## [TASK MATERIAL]
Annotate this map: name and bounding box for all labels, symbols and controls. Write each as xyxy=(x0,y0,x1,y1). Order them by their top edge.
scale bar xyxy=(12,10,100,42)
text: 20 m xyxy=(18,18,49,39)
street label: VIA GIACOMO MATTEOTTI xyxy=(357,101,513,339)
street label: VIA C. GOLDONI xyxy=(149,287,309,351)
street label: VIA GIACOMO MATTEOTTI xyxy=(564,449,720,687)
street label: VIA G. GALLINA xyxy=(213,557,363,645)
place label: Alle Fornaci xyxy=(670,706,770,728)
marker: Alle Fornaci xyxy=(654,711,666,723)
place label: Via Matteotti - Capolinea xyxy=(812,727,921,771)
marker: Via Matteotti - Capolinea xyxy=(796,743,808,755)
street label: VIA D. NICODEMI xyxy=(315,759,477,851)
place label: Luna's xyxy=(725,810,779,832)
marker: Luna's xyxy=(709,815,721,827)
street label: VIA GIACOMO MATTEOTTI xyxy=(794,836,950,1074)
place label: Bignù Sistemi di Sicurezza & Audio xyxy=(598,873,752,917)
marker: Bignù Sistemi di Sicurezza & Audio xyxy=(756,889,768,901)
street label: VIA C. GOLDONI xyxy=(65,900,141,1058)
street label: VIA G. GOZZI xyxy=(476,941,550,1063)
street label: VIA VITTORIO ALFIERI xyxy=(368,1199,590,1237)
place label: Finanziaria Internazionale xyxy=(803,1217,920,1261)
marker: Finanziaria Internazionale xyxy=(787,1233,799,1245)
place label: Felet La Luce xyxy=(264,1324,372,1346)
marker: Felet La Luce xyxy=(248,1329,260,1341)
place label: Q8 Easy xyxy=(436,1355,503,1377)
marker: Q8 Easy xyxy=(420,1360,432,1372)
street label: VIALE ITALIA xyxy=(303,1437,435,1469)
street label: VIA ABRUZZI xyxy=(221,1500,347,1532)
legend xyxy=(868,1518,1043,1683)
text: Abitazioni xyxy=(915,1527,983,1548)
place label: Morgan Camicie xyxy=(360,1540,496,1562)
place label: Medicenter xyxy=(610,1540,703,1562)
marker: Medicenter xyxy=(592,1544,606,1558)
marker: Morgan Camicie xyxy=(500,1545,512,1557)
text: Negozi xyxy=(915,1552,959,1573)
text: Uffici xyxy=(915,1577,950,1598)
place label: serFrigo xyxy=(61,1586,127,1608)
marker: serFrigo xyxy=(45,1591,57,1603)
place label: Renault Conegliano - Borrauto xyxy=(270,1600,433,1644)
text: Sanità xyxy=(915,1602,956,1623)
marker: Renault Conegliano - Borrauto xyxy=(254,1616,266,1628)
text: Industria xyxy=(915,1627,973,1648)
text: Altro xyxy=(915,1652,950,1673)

## [REQUIRED WORK]
Set down the entries again exactly as they are.

## [EXPECTED ANSWER]
Annotate this map: name and bounding box for all labels, symbols and controls. Write each as xyxy=(x0,y0,x1,y1). Order them by their top edge.
scale bar xyxy=(12,10,100,42)
text: 20 m xyxy=(18,18,49,39)
street label: VIA GIACOMO MATTEOTTI xyxy=(357,101,513,339)
street label: VIA C. GOLDONI xyxy=(149,287,309,351)
street label: VIA GIACOMO MATTEOTTI xyxy=(564,449,720,687)
street label: VIA G. GALLINA xyxy=(213,557,363,645)
place label: Alle Fornaci xyxy=(670,706,770,728)
marker: Alle Fornaci xyxy=(654,711,666,723)
place label: Via Matteotti - Capolinea xyxy=(812,727,921,771)
marker: Via Matteotti - Capolinea xyxy=(796,743,808,755)
street label: VIA D. NICODEMI xyxy=(315,759,477,851)
place label: Luna's xyxy=(725,810,779,832)
marker: Luna's xyxy=(709,815,721,827)
street label: VIA GIACOMO MATTEOTTI xyxy=(794,836,950,1074)
place label: Bignù Sistemi di Sicurezza & Audio xyxy=(598,873,752,917)
marker: Bignù Sistemi di Sicurezza & Audio xyxy=(756,889,768,901)
street label: VIA C. GOLDONI xyxy=(65,900,141,1058)
street label: VIA G. GOZZI xyxy=(476,941,550,1063)
street label: VIA VITTORIO ALFIERI xyxy=(368,1199,590,1237)
place label: Finanziaria Internazionale xyxy=(803,1217,920,1261)
marker: Finanziaria Internazionale xyxy=(787,1233,799,1245)
place label: Felet La Luce xyxy=(264,1324,372,1346)
marker: Felet La Luce xyxy=(248,1329,260,1341)
place label: Q8 Easy xyxy=(436,1355,503,1377)
marker: Q8 Easy xyxy=(420,1360,432,1372)
street label: VIALE ITALIA xyxy=(303,1437,435,1469)
street label: VIA ABRUZZI xyxy=(221,1500,347,1532)
legend xyxy=(868,1518,1043,1683)
text: Abitazioni xyxy=(915,1527,983,1548)
place label: Morgan Camicie xyxy=(360,1540,496,1562)
place label: Medicenter xyxy=(610,1540,703,1562)
marker: Medicenter xyxy=(592,1544,606,1558)
marker: Morgan Camicie xyxy=(500,1545,512,1557)
text: Negozi xyxy=(915,1552,959,1573)
text: Uffici xyxy=(915,1577,950,1598)
place label: serFrigo xyxy=(61,1586,127,1608)
marker: serFrigo xyxy=(45,1591,57,1603)
place label: Renault Conegliano - Borrauto xyxy=(270,1600,433,1644)
text: Sanità xyxy=(915,1602,956,1623)
marker: Renault Conegliano - Borrauto xyxy=(254,1616,266,1628)
text: Industria xyxy=(915,1627,973,1648)
text: Altro xyxy=(915,1652,950,1673)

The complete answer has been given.